=== DIRECTIONS FOR THIS TASK ===
Find the line with "function write(font, color, halo, rows, align" and the line with "M 401,63 L 419,104 L 394,127 L 366,97 Z" in the entries below; output exactly those two lines, every line between them, and no others.

Saved entries

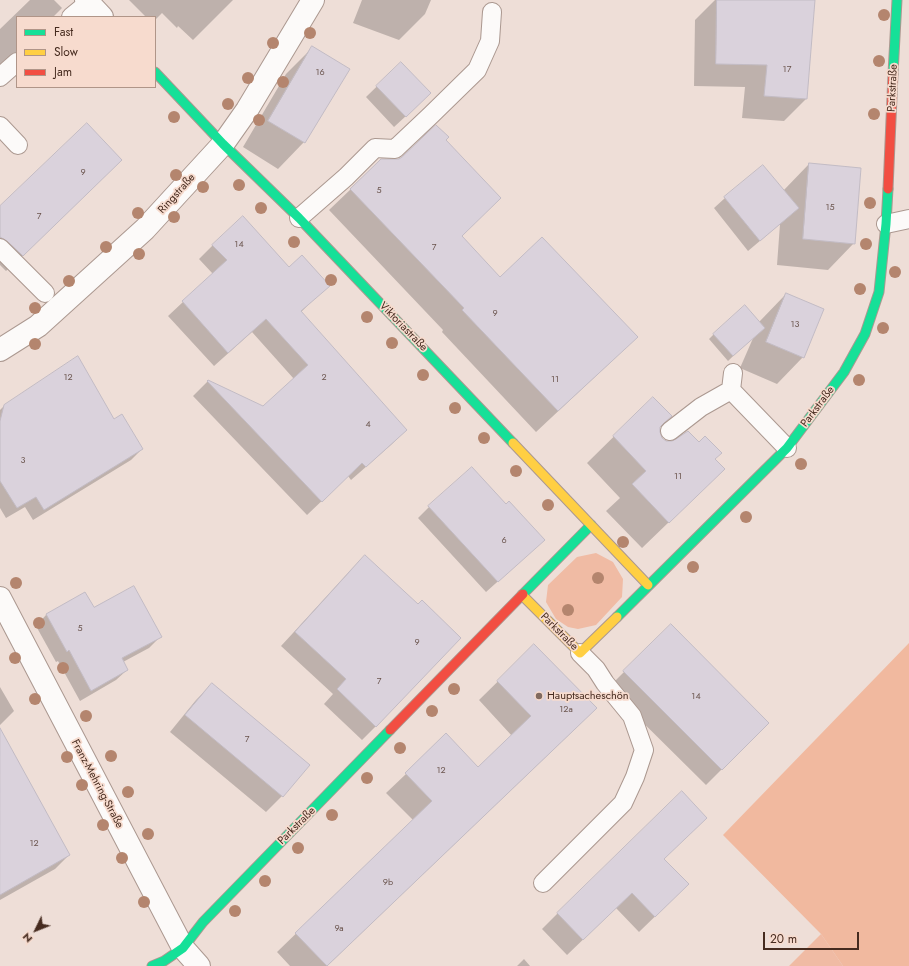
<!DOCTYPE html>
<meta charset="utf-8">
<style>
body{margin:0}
#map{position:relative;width:909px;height:966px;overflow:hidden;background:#eeded7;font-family:Jost,sans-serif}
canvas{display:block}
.legend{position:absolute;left:16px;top:16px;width:140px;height:72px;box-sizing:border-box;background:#f7dbce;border:1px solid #b09588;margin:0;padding:5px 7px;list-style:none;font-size:12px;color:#462b1f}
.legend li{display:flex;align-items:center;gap:8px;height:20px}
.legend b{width:20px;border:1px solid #b09588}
.north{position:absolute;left:16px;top:910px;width:40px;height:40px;-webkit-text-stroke:3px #f7dbce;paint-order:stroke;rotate:227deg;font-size:11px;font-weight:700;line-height:16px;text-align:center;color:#462b1f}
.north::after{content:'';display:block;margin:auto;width:14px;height:18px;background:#462b1f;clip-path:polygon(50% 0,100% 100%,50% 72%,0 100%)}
.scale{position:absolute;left:763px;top:932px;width:96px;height:18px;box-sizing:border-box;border:2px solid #462b1f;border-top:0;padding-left:5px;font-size:12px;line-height:14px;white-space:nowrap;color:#462b1f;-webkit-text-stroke:3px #f7dbce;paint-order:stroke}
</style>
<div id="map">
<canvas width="909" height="966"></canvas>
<ul class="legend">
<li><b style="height:5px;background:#16e098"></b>Fast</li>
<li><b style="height:5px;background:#ffcf43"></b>Slow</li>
<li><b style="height:5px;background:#f24e42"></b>Jam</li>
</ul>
<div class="north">N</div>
<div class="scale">20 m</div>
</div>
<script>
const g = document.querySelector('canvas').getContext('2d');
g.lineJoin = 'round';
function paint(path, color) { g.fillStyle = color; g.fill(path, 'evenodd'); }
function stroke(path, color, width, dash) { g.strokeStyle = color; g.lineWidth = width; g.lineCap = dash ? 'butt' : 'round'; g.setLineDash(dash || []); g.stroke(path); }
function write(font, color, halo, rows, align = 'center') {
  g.font = font + ' Jost,sans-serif'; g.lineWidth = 3.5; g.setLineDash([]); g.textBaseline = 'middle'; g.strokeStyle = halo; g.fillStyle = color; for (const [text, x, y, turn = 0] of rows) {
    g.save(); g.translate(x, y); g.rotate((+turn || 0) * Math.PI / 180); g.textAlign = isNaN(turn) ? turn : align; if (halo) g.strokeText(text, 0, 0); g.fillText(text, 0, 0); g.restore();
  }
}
paint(new Path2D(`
 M 596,553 L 613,562 L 623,579 L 622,597 L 596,625 L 578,629 L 568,627 L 556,619 L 546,602 L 548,585 L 577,557 Z
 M 821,934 L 843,966 L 789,966 Z`), '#f0bba4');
paint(new Path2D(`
 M 909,643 L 909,966 L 843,966 L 821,934 L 723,835 Z`), '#f1b99f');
paint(new Path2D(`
 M 30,0 L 54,0 L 62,8 L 53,17 L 17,17 L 17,52 L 0,69 L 0,29 Z
 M 129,0 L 233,0 L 193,40 L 178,26 L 177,28 L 162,13 L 155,20 L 155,17 L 146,17 Z
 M 362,0 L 431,0 L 425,14 L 399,40 L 353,23 Z
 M 715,0 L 814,0 L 806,99 L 784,121 L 742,118 L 745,87 L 694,86 L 695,20 Z
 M 312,48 L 304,142 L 278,169 L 243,147 L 286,74 Z
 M 401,63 L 419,104 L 394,127 L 366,97 Z
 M 445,140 L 461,237 L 500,278 L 636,337 L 615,358 L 536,432 L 442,332 L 443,330 L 329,210 L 351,189 L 399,160 Z
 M 809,164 L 854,243 L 828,270 L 777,265 L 780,224 L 748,251 L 714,208 L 725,198 L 783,191 Z
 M 105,176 L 6,271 L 0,265 L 0,208 Z
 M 213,245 L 289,268 L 328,286 L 301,312 L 406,430 L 392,444 L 351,480 L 348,476 L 307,515 L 193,396 L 208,381 L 263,407 L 294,379 L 252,332 L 214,366 L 168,316 L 213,274 L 199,259 Z
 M 786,294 L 803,357 L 777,384 L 740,368 L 754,336 L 728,361 L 709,339 L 714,334 L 759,323 L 760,321 Z
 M 653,398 L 659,427 L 659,432 L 661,438 L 666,442 L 714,460 L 697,495 L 642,548 L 606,511 L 620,498 L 587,463 Z
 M 4,406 L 113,420 L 142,449 L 131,460 L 33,520 L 25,507 L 6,518 L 0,508 L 0,410 Z
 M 429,507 L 533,550 L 486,592 L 418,518 Z
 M 365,556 L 376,726 L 362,740 L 324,704 L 333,694 L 281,646 L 351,570 Z
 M 85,594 L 93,608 L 160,637 L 149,648 L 123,662 L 127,670 L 116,680 L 80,701 L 58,661 L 56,662 L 36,626 L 46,615 Z
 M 671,625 L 768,723 L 706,785 L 608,688 Z
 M 534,646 L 577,727 L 327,966 L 290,966 L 277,952 L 413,820 L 386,793 L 406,774 L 478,768 L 512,736 L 479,700 Z
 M 212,684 L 308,765 L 282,796 L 266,812 L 170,732 L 196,700 Z
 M 0,687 L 14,711 L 0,725 Z
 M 0,730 L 69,855 L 55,869 L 0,900 Z
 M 663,860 L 672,900 L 639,932 L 616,908 L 567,955 L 542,929 L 558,913 Z
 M 524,959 L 530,966 L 517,966 Z`), '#0003');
const building = new Path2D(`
 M 717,0 L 815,0 L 807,99 L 764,96 L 767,65 L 716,64 Z
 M 312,46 L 350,69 L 305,143 L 268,121 Z
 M 401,62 L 431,93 L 406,117 L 376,86 Z
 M 87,123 L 122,160 L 23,256 L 7,241 L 0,237 L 0,206 Z
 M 436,125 L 449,137 L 446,140 L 501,198 L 462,236 L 500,277 L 542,237 L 638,337 L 558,411 L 462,310 L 464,308 L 350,189 L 381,159 L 399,159 L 402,157 Z
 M 809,163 L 861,168 L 855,244 L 803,239 Z
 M 763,165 L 799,208 L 760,241 L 724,197 Z
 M 243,216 L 289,267 L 302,255 L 330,286 L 301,311 L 407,430 L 366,467 L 362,463 L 322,502 L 207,381 L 208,380 L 263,406 L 308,365 L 266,319 L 228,353 L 182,301 L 227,260 L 212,245 Z
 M 786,293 L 824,309 L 804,358 L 766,342 Z
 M 745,305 L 765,328 L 733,356 L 713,334 Z
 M 78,356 L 114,419 L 122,414 L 143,449 L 44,510 L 36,497 L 17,508 L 0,481 L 0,421 L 4,405 Z
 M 653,397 L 672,416 L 664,423 L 660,427 L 660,432 L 662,438 L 666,441 L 672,441 L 676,439 L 688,431 L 699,442 L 705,436 L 722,453 L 715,459 L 725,469 L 669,523 L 632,484 L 646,471 L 613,436 Z
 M 472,467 L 506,504 L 509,501 L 545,540 L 498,582 L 428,506 Z
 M 365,555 L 418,604 L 422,600 L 461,638 L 376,727 L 337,689 L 346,679 L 295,632 Z
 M 134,586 L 162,637 L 122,658 L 128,670 L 91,691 L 69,650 L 67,652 L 46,614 L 85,592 L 94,607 Z
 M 671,624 L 769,723 L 722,770 L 623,671 Z
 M 534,644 L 597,708 L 327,966 L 295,933 L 432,801 L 405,773 L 446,733 L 478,767 L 531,716 L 497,681 Z
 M 212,683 L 310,765 L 283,797 L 185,715 Z
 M 0,728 L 70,855 L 0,895 Z
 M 682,791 L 707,818 L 664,859 L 689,884 L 655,917 L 632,893 L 583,940 L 557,913 Z`);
paint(building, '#dad2dc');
stroke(building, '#c2bbc4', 1);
const lane = new Path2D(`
 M 71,17 L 88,3
 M 0,77 L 17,62
 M 0,126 L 18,145
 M 299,218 L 346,177 L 375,148 L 395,149 L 431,115 L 477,70 L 490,41 L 492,12
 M 886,224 L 909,219
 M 0,248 L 45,293
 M 731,390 L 733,373
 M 670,431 L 701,407 L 731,390 L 787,448
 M 543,883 L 623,803 L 635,777 L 644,750 L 632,716 L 605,683 L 596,669 L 580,653`);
const street = new Path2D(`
 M 86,0 L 102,17
 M 0,350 L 38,326 L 145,229 L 223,144 L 247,110 L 313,0
 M 0,598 L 183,948 L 199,966`);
const fast = new Path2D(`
 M 155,72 L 223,144 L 299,218 L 513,443
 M 893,74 L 897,0
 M 523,594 L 591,525
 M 617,617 L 787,448 L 844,372 L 865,334 L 879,292 L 886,224 L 888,189
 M 152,966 L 164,961 L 183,948 L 203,922 L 390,730`);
const slow = new Path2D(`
 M 513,443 L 648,585
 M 522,595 L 580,653 L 617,617`);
const jam = new Path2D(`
 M 888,189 L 893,74
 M 390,730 L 523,594`);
stroke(lane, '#ab9890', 20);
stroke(street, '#ab9890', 24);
stroke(fast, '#ab9890', 11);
stroke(slow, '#ab9890', 11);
stroke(jam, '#ab9890', 11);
stroke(lane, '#fcfaf9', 18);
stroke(street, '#fcfaf9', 22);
stroke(fast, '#16e098', 9);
stroke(slow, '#ffcf43', 9);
stroke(jam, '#f24e42', 9);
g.fillStyle = '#b4856e';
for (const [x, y] of [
 [884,15],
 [310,33],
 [273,43],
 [879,61],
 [248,78],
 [283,82],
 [228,104],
 [874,114],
 [174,117],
 [259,120],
 [176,175],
 [239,185],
 [203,187],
 [870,203],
 [261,208],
 [138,213],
 [174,217],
 [294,242],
 [866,244],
 [106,247],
 [139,254],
 [895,272],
 [331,280],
 [69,281],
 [860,289],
 [35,308],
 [367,317],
 [883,328],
 [392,343],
 [35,344],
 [423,375],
 [859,380],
 [455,408],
 [484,438],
 [801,464],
 [516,471],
 [548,505],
 [746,517],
 [623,542],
 [693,567],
 [598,578],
 [16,583],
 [568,610],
 [39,623],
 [15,658],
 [63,668],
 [454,689],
 [35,699],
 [432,711],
 [86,716],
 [400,748],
 [111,756],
 [67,757],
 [367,778],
 [82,785],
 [128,792],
 [332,815],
 [103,825],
 [148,834],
 [298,848],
 [122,858],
 [265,881],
 [144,902],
 [235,911]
]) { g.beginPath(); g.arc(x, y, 6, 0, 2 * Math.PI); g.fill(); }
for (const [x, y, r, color] of [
 [539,696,4,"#816a5f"]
]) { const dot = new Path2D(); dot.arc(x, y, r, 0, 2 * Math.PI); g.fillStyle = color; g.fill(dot); stroke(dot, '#f7dbce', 1.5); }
write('9px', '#6b554e', null, [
 ["17",787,70],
 ["16",320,73],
 ["9",83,173],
 ["5",379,191],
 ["15",830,208],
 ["7",39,217],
 ["14",239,245],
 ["7",434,248],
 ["9",495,314],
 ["13",795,325],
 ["12",68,378],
 ["2",324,378],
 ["11",555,380],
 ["4",368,425],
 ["3",23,461],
 ["11",678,477],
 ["6",504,541],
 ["5",80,629],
 ["9",417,643],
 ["7",379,682],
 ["14",696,697],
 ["12a",566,710],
 ["7",247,740],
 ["12",441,771],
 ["12",34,844],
 ["9b",388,883],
 ["9a",339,929]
]);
write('11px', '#462b1f', '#f7dbce', [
 ["Parkstraße",893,88,-87],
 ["Ringstraße",177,194,-48],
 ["Viktoriastraße",403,327,46],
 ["Parkstraße",818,407,-53],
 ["Parkstraße",559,632,45],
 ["Franz-Mehring-Straße",97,784,62],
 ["Parkstraße",297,826,-45]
]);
write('11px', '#462b1f', '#f7dbce', [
 ["Hauptsacheschön",547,696]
], 'left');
</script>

=== TASK RESPONSE ===
function write(font, color, halo, rows, align = 'center') {
  g.font = font + ' Jost,sans-serif'; g.lineWidth = 3.5; g.setLineDash([]); g.textBaseline = 'middle'; g.strokeStyle = halo; g.fillStyle = color; for (const [text, x, y, turn = 0] of rows) {
    g.save(); g.translate(x, y); g.rotate((+turn || 0) * Math.PI / 180); g.textAlign = isNaN(turn) ? turn : align; if (halo) g.strokeText(text, 0, 0); g.fillText(text, 0, 0); g.restore();
  }
}
paint(new Path2D(`
 M 596,553 L 613,562 L 623,579 L 622,597 L 596,625 L 578,629 L 568,627 L 556,619 L 546,602 L 548,585 L 577,557 Z
 M 821,934 L 843,966 L 789,966 Z`), '#f0bba4');
paint(new Path2D(`
 M 909,643 L 909,966 L 843,966 L 821,934 L 723,835 Z`), '#f1b99f');
paint(new Path2D(`
 M 30,0 L 54,0 L 62,8 L 53,17 L 17,17 L 17,52 L 0,69 L 0,29 Z
 M 129,0 L 233,0 L 193,40 L 178,26 L 177,28 L 162,13 L 155,20 L 155,17 L 146,17 Z
 M 362,0 L 431,0 L 425,14 L 399,40 L 353,23 Z
 M 715,0 L 814,0 L 806,99 L 784,121 L 742,118 L 745,87 L 694,86 L 695,20 Z
 M 312,48 L 304,142 L 278,169 L 243,147 L 286,74 Z
 M 401,63 L 419,104 L 394,127 L 366,97 Z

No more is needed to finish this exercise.